Cantik

1 1 2
                                    

Dia mungkin adalah perempuan tercantik yang aku pernah kenal. Sejak kecil kecantikannya begitu menggemparkan. Ada yang bilang dia mirip Lulu Tobing, lain orang mengatakan dia mirip Inneke Koesherawati.

Karena cantiknya yang terlalu, tak heran bila anak lelaki paling populer selalu mendekatinya. Sebut saja yang paling populer dari SMP hingga SMA terbukti pernah menyatakan cinta, aku saksinya. Teman cantikku itu selalu menjadi primadona. Sebagai sahabatnya, yah tentu saja aku kecipratan beken.

Seringkali kalau kami tengah menjadi utusan sekolah, dalam aneka lomba pentas baca puisi, kecantikannya menolong kami. Semudah menemukan lokasi dengan cepat karena tak ada yang menolak memberi informasi pada orang cantik, kan? Itu juga yang membuat kami jadi punya banyak teman, karena cantiknya membuat kami beken lebih tinggi dari dari sekadar level sekolah. Dia beken, aku ikut beken. Sama saja kan. Aku adalah si sahabat orang paling cantik di kotaku.

Di balik karunia juga ada cobaan. Malangnya, kecantikannya juga yang membuat dia jadi korban perundungan di sekolah, dari sejak SMP hingga SMA. Tak sekali, dua kali, tanpa alasan perempuan kalah cantik di sekolah memakinya.

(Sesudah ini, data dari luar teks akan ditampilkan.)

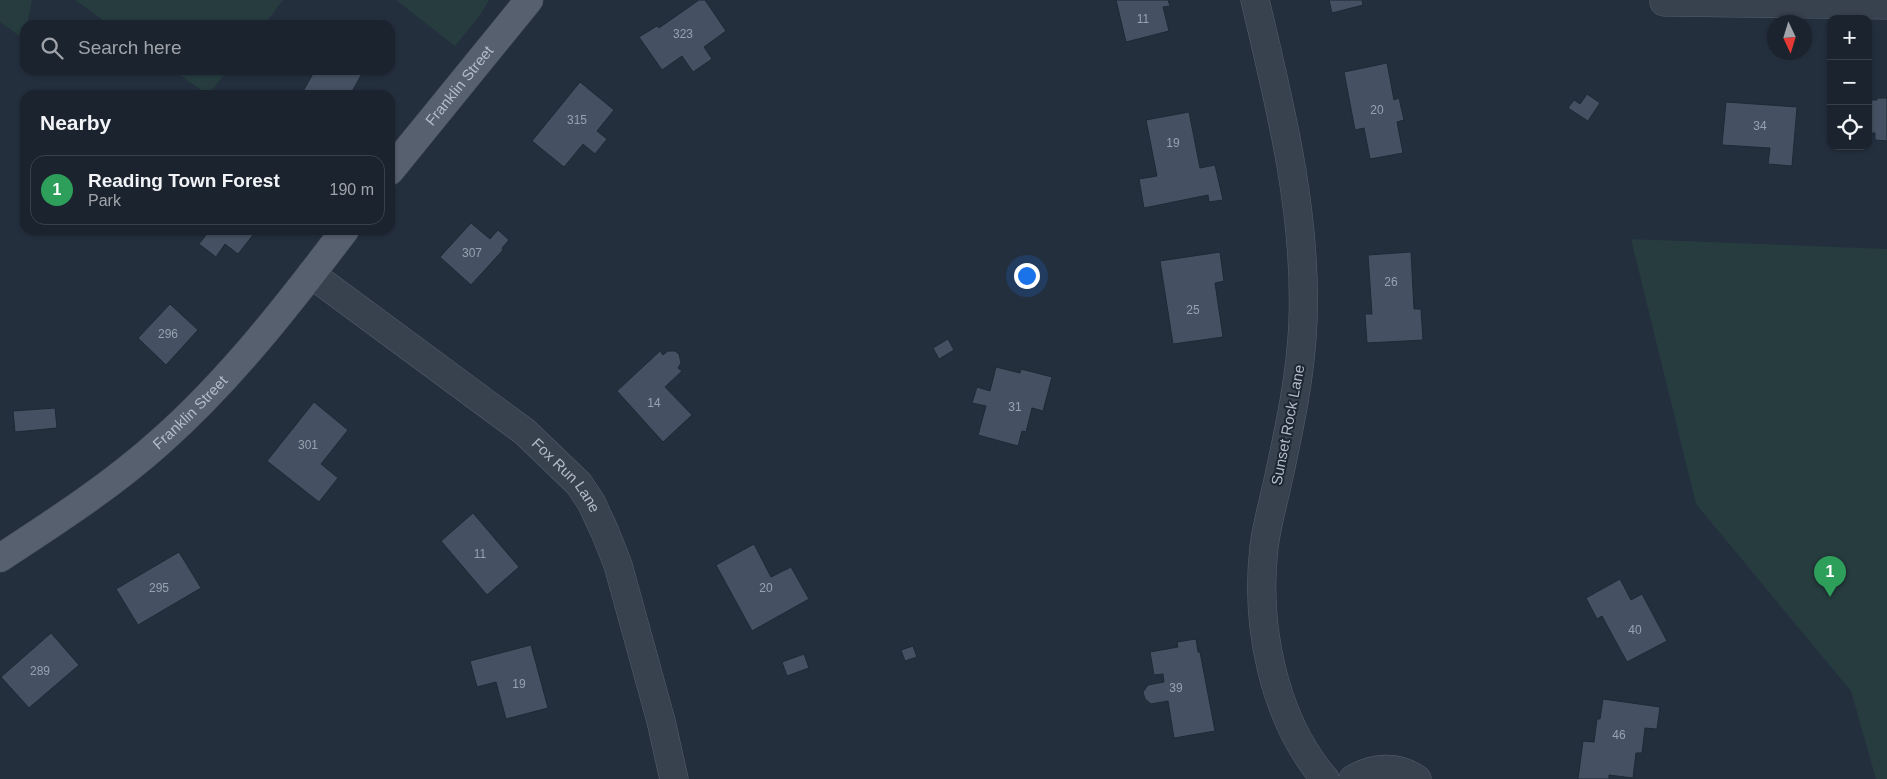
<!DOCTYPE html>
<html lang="en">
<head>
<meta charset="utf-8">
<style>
  :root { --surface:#1b232e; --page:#282f3a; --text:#f1f3f6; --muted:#a0a4aa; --line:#39404a; --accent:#1a73e8 }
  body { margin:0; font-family:Arial,sans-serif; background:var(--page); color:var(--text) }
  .controls { position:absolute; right:15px; top:15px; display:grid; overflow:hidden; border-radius:10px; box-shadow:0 1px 4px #0004 }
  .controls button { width:45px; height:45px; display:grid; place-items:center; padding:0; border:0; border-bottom:1px solid var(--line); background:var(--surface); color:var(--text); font:25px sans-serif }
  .compass { position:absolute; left:1767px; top:15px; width:45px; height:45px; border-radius:50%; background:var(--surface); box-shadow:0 1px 4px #0004; rotate:176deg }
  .you { position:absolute; left:1026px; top:275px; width:18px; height:18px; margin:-12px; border:4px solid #fff; border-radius:50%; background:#1a73e8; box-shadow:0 0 0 8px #1a73e833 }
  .badge { display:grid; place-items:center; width:32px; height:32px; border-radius:50%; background:var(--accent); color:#fff; font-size:16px; font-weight:700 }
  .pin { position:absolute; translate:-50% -41px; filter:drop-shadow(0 1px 2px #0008) }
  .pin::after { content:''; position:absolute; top:26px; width:18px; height:15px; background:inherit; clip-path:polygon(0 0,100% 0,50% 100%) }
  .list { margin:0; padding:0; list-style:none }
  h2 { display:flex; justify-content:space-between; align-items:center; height:65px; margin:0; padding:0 20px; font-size:21px }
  h2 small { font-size:16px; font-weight:400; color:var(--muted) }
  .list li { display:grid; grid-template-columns:32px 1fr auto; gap:15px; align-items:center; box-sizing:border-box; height:70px; margin:0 10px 10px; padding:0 10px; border:1px solid var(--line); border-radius:15px }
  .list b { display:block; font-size:19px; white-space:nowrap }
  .list p { margin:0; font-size:16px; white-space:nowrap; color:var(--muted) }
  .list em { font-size:16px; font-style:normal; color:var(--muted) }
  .icon { flex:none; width:28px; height:28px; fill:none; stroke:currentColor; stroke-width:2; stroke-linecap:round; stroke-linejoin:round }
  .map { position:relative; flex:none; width:1887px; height:779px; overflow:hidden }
  .search { position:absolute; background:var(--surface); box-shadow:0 1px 4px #0004; left:20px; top:20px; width:375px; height:55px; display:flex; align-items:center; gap:12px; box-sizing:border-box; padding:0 18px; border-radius:15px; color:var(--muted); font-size:19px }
  .panel { position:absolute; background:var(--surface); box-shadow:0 1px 4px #0004; left:20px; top:90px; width:375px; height:145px; border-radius:15px }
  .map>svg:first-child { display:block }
  .green { fill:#263c3f }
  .building { fill:#455162; stroke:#1f2835 }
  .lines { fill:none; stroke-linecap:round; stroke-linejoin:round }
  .minor-casing { stroke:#565f6c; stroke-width:29 }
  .major-casing { stroke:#414a57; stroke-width:29 }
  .minor { stroke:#38414e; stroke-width:28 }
  .major { stroke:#56606e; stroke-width:28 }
  .labels { text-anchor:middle; stroke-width:4; stroke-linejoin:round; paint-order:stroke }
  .number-label { font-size:12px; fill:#98a1af }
  .street-label { font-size:15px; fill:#b4bcc9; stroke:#1d2633 }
</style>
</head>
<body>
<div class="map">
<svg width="1887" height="779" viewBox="0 0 1887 779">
  <rect width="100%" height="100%" fill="#242f3e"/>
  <!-- green -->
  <g class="green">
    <polygon points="0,0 32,0 27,25 25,25 24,39 0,22"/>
    <polygon points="75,0 283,0 264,25 110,25"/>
    <polygon points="396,0 489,0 480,15 455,46"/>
    <polygon points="173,70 228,70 208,95"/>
    <polygon points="1631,239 1887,249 1887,779 1876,779 1851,691 1696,504"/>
  </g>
  <!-- building -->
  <g class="building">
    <polygon points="699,0 705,0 726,31 704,47 712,59 693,72 682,56 662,70 639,37 657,26 659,28"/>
    <polygon points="1116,0 1168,0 1170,6 1163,7 1169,31 1126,42"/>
    <polygon points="1329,0 1362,0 1363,5 1332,13"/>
    <polygon points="1387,63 1394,100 1399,98 1404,120 1397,122 1403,153 1370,159 1364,128 1355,130 1344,72"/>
    <polygon points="315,70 364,70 350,95 301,95"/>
    <polygon points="580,82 614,110 597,131 607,139 595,154 583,144 564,167 532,141"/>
    <polygon points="1587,94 1600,103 1588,121 1568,108 1574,100 1580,104"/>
    <polygon points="1877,98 1887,98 1887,141 1875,140 1875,133 1868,133 1868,100 1877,100"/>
    <polygon points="1726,102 1797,107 1792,166 1768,164 1770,148 1722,145"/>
    <polygon points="1189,112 1200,168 1215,165 1223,200 1209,202 1208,195 1144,208 1139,179 1157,176 1146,120"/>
    <polygon points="471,223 490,239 498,230 509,240 502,248 503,250 471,285 440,257"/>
    <polygon points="210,230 257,230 238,254 225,244 216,257 199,244"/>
    <polygon points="1220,252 1224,281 1215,283 1223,337 1173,344 1160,261"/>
    <polygon points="1411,252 1414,309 1421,309 1423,340 1367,343 1365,314 1372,314 1368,255"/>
    <polygon points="170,304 198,330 166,365 138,338"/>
    <polygon points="948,339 954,350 939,359 933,348"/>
    <polygon points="660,351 663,355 668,351 675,351 679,354 681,363 678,368 682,371 665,387 692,415 663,442 617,391"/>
    <polygon points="996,367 1020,373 1021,369 1052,377 1043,411 1032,408 1026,432 1022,431 1018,446 978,435 986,406 972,403 977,387 990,391"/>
    <polygon points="314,402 348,430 321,464 338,478 319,502 267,461"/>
    <polygon points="55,408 57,428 15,432 13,411"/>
    <polygon points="473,513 519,567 487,595 441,541"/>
    <polygon points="754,544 771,577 791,567 809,599 752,631 716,565"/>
    <polygon points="179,552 201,588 138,625 116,589"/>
    <polygon points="1620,579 1631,600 1642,594 1667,641 1627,662 1602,616 1597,619 1586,598"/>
    <polygon points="51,633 79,665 29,708 1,677"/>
    <polygon points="1196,639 1198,652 1200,652 1215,731 1174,738 1168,701 1151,704 1145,699 1143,692 1148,685 1164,682 1163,674 1154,675 1150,652 1178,647 1177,642"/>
    <polygon points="531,645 548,708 506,719 496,682 477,687 470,661"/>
    <polygon points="913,646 917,657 905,661 901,650"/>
    <polygon points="804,654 809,668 787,676 782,662"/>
    <polygon points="1603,699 1660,707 1657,729 1645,728 1642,753 1636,753 1633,778 1609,775 1609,779 1578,779 1583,741 1594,742 1597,719 1600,719"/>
  </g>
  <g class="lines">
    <!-- minor casing -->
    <g class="minor-casing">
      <g id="minor">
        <path d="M 1255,0 C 1280,105 1307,212 1303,321 C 1301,374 1290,425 1279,476 C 1274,500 1267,523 1264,547 C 1255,625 1273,718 1325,779"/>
        <polyline points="1664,2 1887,5"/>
        <path id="s1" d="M 311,274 L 525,432 L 579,484 L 591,502 L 605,532 L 618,565 L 661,721 L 674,779"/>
        <path d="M 1353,779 C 1374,767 1396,765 1417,779"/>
      </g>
    </g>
    <!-- major casing -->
    <g class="major-casing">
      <g id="major">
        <path id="s2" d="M 390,171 L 529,0"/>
        <path id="s3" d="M 0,558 C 55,522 111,486 160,442 C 230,380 289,304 345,230"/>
      </g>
    </g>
    <!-- minor -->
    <use href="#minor" class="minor"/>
    <!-- major -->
    <use href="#major" class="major"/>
  </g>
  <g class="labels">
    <!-- number labels -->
    <g class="number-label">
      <text x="1143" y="23">11</text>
      <text x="683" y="38">323</text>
      <text x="1377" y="114">20</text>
      <text x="577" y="124">315</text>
      <text x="1760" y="130">34</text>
      <text x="1173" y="147">19</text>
      <text x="472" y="257">307</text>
      <text x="1391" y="286">26</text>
      <text x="1193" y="314">25</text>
      <text x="168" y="338">296</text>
      <text x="654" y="407">14</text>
      <text x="1015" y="411">31</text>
      <text x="308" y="449">301</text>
      <text x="480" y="558">11</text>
      <text x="159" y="592">295</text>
      <text x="766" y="592">20</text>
      <text x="1635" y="634">40</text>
      <text x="40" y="675">289</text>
      <text x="519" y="688">19</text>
      <text x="1176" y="692">39</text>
      <text x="1619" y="739">46</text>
    </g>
    <!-- street labels -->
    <g class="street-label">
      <text dy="5" stroke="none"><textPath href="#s2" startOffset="110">Franklin Street</textPath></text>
      <text dy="5" stroke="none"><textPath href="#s3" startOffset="240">Franklin Street</textPath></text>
      <text transform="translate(1288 425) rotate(-79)" y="5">Sunset Rock Lane</text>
      <text dy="5" stroke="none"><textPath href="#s1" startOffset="326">Fox Run Lane</textPath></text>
    </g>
  </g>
</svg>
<div class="controls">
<button>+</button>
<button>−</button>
<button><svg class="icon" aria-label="locate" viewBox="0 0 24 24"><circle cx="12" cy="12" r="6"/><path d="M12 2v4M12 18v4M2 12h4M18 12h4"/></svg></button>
</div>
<svg class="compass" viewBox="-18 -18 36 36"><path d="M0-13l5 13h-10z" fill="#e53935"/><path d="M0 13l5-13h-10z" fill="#a0a4aa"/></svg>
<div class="you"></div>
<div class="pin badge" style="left:1830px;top:597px;background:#2e9e5b">1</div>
<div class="search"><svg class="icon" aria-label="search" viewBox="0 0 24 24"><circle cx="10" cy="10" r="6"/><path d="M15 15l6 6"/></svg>Search here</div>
<section class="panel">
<h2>Nearby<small></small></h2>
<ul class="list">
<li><span class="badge" style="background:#2e9e5b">1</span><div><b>Reading Town Forest</b><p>Park</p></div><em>190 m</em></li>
</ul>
</section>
</div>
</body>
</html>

"Eh kamu, gak usah sok cantik, ya?"

Begitu saja keluar kata-kata kasar untuknya tanpa ada angin atau hujan. Biasanya kalau sudah begitu aku yang membelanya, kalau kebetulan aku disitu.   Seringnya tidak, aku datang mereka sudah pergi yang bersisa hanya air mata.

Dia hampir tak memiliki teman, hanya penggemar. Malang benar berwajah cantik. Satu-satunya sahabatnya cuma aku. Aku bahkan ingat dia memakai hijab pertama, di sekolah negeri zaman itu belum lumrah. Kemalangan karena kecantikannya, jangan kau pikir sirna begitu saja. Tapi justru semakin deras bertambah.

Malangnya berwajah cantik, bukan hanya  menabur dengki pada kalangan teman seusia. Aku ingat betul, tak sedikit guru muda yang mempermasalahkannya.

"Jangan kamu pikir karena wajahmu cantik, bapak kasih kamu nilai bagus yah?"

Ingin sekali saat itu rasanya aku berteriak, "Mungkin kalau bapak bilang dia bodoh lebih masuk akal!"

Atau dari guru perempuan yang magang pun begitu, " Makanya kamu belajar yang bener percuma cantik kalau gak ada otak!"

Padahal nilai anak lain yang lebih rendah pun tak mendapat komentar seperti itu!

Dia, sahabat cantikku itu hanya memilih diam. Menangis. Tak ada lagi sisa percaya diri yang dia miliki, seperti pertama kali aku mengenalnya dahulu. Terkikis kemalangan rupa yang elok membawa petaka.

Hingga waktu berubah, perlahan aku pikir cantiknya membawa berkah. Dia menjadi pramugari nasional dan lebih percaya diri. Kami kehilangan kontak dalam waktu yang cukup lama karena aku juga meninggalkan Indonesia.

Terakhir aku dengar dia menikah dengan pengusaha kaya dan hidup bahagia. Aku bersyukur dan menyelipkan banyak doa. Hingga aku menyadari elok paras rupa membuatnya terkurung di sangkar emas. Tak ada lagi sapa singkat lewat SMS apalagi sosial media. Bau beritanya bahkan lenyap begitu saja.

Hingga suatu sore aku berselancar di sosial media. Aku melihat berita, suaminya menikahi nominasi ratu kecantikan lainnya. Air mataku luruh, cantik malang benar. Andai lantang suaramu menyuarakan keberanian membela kecantikan jiwa dan rasamu. Mungkin kemalangan karena elok rupa tak harus semena berulang.